Plébiscité par les jeunes médecins, l’exercice de groupe présente de nombreux avantages, que résume le Dr Blessemaille : «La maison de santé permet à chaque médecin d’avoir un peu de temps à lui et une meilleure prise en charge des patients par les différents professionnels avec des dossiers communs et la délégation de certaines tâches». Puisant dans sa propre expérience, le Dr Michel Chassang, président de la Csmf, a néanmoins émis quelques réserves sur l’organisation collective : «L’interprofessionnalité a donné des résultats divers par le passé. J’ai travaillé dans un cabinet de groupe de six médecins et je suis maintenant tout seul. La gestion de l’affaire ou les mauvaises humeurs des confrères font que la situation n’est pas toujours rose. Il faut apprendre aux médecins à travailler ensemble.»
Quant au Dr Pierre Costes, président de MG-France, il prédit un bel avenir à ce mode d’exercice : «Nous terminerons tous en maison de santé, lance-t-il aux 400 internes de l’assemblée. La population va suivre les médecins et s’installer dans les régions où seront installés les centres de santé.»
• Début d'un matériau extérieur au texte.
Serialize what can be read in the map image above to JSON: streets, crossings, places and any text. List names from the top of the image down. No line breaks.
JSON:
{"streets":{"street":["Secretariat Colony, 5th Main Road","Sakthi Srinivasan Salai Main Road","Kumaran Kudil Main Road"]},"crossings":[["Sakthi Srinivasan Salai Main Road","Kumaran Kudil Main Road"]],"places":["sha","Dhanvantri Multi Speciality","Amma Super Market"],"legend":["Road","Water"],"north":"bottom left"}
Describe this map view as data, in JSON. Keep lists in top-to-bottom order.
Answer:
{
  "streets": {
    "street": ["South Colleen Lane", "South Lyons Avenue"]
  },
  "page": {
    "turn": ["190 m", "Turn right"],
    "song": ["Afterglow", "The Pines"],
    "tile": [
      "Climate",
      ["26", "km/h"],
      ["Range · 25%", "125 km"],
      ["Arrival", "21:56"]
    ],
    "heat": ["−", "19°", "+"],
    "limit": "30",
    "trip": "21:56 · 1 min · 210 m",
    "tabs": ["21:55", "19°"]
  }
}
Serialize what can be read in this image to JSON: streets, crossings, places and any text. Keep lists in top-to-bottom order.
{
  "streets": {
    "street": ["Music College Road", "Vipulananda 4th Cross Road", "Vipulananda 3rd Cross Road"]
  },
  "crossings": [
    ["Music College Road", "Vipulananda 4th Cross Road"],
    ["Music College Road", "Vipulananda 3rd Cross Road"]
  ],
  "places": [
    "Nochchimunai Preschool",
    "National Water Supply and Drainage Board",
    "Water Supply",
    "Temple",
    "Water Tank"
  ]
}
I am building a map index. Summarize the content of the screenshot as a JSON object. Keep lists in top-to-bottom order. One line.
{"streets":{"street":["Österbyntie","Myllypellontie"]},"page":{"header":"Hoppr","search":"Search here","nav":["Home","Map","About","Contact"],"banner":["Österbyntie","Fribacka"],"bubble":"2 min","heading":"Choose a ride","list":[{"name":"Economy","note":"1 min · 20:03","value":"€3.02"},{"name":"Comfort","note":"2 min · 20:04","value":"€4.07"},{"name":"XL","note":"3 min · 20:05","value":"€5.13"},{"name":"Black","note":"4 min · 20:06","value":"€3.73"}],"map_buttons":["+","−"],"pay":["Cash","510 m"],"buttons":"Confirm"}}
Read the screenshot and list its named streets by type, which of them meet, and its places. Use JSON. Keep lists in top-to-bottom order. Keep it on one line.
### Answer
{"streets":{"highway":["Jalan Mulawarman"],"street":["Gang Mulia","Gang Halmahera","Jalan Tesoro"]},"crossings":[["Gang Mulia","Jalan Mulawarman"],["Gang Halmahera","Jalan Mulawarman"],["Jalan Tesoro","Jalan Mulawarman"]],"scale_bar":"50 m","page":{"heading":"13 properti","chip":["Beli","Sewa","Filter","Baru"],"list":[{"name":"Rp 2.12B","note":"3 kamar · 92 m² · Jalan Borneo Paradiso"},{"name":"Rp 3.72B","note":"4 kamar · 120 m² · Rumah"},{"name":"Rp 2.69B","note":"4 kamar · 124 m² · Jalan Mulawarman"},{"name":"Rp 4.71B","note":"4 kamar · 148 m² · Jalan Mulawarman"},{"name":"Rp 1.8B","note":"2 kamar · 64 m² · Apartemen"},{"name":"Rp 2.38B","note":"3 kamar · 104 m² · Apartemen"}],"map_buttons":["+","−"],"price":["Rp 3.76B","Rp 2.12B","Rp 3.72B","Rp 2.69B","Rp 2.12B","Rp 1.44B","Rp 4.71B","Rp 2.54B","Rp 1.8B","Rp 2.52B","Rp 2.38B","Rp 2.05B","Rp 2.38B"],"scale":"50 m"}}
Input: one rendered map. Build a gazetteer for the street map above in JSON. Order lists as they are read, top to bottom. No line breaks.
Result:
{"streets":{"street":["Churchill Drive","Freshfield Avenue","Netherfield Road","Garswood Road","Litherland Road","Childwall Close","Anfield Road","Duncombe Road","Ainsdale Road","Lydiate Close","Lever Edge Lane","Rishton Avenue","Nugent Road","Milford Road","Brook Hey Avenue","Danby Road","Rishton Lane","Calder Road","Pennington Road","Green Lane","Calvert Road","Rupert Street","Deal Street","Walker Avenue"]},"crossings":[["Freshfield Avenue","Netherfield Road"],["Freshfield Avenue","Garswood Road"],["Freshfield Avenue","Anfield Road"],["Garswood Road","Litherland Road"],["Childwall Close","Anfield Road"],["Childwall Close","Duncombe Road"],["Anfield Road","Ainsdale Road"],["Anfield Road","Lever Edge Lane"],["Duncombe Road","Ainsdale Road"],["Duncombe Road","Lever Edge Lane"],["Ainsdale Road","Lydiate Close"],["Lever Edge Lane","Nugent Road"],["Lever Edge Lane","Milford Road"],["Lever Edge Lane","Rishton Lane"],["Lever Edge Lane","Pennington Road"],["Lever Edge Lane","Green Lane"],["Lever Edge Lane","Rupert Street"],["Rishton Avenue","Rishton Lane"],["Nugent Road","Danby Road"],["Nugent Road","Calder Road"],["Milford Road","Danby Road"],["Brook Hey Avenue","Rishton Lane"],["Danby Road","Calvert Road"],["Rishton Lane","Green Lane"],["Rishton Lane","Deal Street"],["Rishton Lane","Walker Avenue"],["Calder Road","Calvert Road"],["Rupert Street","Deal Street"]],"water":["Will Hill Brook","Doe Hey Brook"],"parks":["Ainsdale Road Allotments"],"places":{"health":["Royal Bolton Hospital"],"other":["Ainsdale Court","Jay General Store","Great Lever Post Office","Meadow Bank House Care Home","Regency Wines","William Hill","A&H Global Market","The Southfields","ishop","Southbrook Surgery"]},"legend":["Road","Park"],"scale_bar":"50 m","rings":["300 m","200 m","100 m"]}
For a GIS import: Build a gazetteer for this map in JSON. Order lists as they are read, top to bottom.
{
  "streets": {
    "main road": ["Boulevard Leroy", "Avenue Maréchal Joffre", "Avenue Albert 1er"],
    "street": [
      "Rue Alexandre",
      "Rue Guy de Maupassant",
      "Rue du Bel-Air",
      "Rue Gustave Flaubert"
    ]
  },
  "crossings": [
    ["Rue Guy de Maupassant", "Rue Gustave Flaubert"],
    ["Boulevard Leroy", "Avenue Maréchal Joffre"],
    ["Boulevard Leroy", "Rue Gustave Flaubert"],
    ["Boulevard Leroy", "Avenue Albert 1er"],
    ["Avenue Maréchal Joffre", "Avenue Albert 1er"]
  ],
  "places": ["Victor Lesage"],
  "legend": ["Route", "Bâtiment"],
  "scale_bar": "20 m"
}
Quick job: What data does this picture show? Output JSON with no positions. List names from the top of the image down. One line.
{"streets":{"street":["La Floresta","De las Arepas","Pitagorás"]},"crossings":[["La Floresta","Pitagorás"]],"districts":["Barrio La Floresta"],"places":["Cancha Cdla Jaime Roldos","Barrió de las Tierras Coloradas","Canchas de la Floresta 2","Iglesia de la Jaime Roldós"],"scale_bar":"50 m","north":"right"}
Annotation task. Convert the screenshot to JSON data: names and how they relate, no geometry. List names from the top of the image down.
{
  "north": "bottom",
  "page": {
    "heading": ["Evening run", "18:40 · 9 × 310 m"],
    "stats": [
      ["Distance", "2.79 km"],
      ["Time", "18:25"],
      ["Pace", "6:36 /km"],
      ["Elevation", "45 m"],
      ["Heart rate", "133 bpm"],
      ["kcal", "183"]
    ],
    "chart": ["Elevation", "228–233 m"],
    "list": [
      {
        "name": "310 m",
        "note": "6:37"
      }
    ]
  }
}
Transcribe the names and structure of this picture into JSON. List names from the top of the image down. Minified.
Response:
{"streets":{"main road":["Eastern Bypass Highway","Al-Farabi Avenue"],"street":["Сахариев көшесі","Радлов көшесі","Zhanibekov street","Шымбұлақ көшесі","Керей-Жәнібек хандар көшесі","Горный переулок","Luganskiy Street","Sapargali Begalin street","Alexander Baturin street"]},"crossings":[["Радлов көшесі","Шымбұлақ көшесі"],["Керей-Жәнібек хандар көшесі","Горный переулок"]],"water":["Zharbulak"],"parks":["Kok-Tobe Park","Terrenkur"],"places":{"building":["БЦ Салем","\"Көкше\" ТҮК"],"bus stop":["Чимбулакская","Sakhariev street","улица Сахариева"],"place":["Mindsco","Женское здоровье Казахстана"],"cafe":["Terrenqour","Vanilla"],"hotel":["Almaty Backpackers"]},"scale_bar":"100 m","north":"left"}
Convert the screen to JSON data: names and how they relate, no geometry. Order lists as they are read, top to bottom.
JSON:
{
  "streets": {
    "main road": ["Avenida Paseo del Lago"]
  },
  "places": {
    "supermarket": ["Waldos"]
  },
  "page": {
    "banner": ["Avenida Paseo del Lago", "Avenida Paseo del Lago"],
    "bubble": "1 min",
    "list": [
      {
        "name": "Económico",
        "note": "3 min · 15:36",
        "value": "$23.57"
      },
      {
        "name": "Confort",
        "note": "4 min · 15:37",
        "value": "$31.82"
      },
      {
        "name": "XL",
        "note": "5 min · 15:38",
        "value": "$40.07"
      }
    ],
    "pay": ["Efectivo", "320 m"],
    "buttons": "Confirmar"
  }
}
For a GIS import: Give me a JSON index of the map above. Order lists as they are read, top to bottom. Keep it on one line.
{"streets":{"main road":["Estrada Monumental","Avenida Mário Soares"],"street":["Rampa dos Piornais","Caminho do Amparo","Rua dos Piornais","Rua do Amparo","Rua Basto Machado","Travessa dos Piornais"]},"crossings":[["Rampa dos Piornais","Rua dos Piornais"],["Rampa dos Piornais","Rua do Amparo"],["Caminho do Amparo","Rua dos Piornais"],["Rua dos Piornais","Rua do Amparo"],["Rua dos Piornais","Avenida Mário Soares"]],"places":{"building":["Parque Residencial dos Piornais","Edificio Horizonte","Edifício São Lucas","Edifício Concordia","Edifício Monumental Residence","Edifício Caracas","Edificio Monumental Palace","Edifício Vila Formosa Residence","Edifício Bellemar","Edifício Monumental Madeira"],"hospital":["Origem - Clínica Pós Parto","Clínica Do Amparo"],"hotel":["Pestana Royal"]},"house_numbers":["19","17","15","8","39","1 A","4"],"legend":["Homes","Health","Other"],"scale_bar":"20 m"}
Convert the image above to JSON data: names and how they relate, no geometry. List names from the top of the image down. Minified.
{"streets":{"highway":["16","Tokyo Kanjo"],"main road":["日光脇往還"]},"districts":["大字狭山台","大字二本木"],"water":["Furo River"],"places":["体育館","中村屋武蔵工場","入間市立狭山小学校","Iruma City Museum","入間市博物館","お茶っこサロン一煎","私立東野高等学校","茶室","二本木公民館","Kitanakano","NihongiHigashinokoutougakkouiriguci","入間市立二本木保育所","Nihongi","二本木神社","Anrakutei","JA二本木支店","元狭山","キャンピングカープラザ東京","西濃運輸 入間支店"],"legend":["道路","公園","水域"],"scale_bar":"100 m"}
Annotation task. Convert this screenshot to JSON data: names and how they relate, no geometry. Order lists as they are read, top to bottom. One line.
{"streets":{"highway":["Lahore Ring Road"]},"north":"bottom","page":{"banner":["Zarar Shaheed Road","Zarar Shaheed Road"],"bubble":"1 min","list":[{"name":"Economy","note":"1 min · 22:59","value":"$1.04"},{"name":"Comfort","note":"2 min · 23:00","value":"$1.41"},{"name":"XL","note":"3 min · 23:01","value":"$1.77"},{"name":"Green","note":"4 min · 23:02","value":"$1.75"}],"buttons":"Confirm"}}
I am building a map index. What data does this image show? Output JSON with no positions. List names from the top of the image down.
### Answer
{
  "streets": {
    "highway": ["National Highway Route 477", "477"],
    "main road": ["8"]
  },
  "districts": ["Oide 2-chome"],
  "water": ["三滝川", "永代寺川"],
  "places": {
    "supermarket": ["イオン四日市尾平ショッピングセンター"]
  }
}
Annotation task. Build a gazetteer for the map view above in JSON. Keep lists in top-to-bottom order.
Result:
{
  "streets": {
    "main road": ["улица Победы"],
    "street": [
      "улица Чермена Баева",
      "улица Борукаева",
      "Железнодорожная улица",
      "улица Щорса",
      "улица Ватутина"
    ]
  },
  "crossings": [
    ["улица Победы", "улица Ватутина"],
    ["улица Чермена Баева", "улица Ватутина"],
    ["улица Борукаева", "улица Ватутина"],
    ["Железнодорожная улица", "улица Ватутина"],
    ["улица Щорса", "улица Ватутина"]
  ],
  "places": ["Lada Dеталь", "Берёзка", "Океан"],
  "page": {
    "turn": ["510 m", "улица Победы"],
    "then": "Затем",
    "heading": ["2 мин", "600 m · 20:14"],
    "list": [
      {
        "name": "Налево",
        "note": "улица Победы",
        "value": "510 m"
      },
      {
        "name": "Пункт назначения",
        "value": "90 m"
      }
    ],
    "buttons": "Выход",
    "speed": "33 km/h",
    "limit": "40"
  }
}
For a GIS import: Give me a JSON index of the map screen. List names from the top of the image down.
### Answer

La recherche, enjeu d’une discipline en mal de reconnaissance
A l’heure où internes et enseignants réclament la création rapide d’une filière universitaire de médecine générale, le développement de la recherche dans cette discipline est devenu primordial. « Une meilleure connaissance de la recherche, gage de la qualité du futur exercice, devrait faire naître des vocations », commente Catherine Laporte, porte-parole de l’Isnar-IMG. « La recherche concerne toute la profession et pas seulement une élite, confirme le Pr Bernard Gay, président d’honneur du Collège national des généralistes enseignants (Cnge). Les médecins installés ne conçoivent pas toujours la nécessité de la recherche. Pourtant, tout le monde doit s’impliquer. A travers le recueil de données de soins, la recherche est susceptible d’orienter les décisions de santé publique. Tant que notre recherche ne sera pas structurée, nous ne pourrons pas influencer ces décisions. » A l’occasion de son congrès, l’Isnar-IMG a présenté les principaux acteurs de la recherche (Inserm, Cnrs, sociétés savantes, fondations privées...) et les axes de recherche en médecine générale : essais thérapeutiques, épidémiologie, analyse des pratiques, recherche qualitative.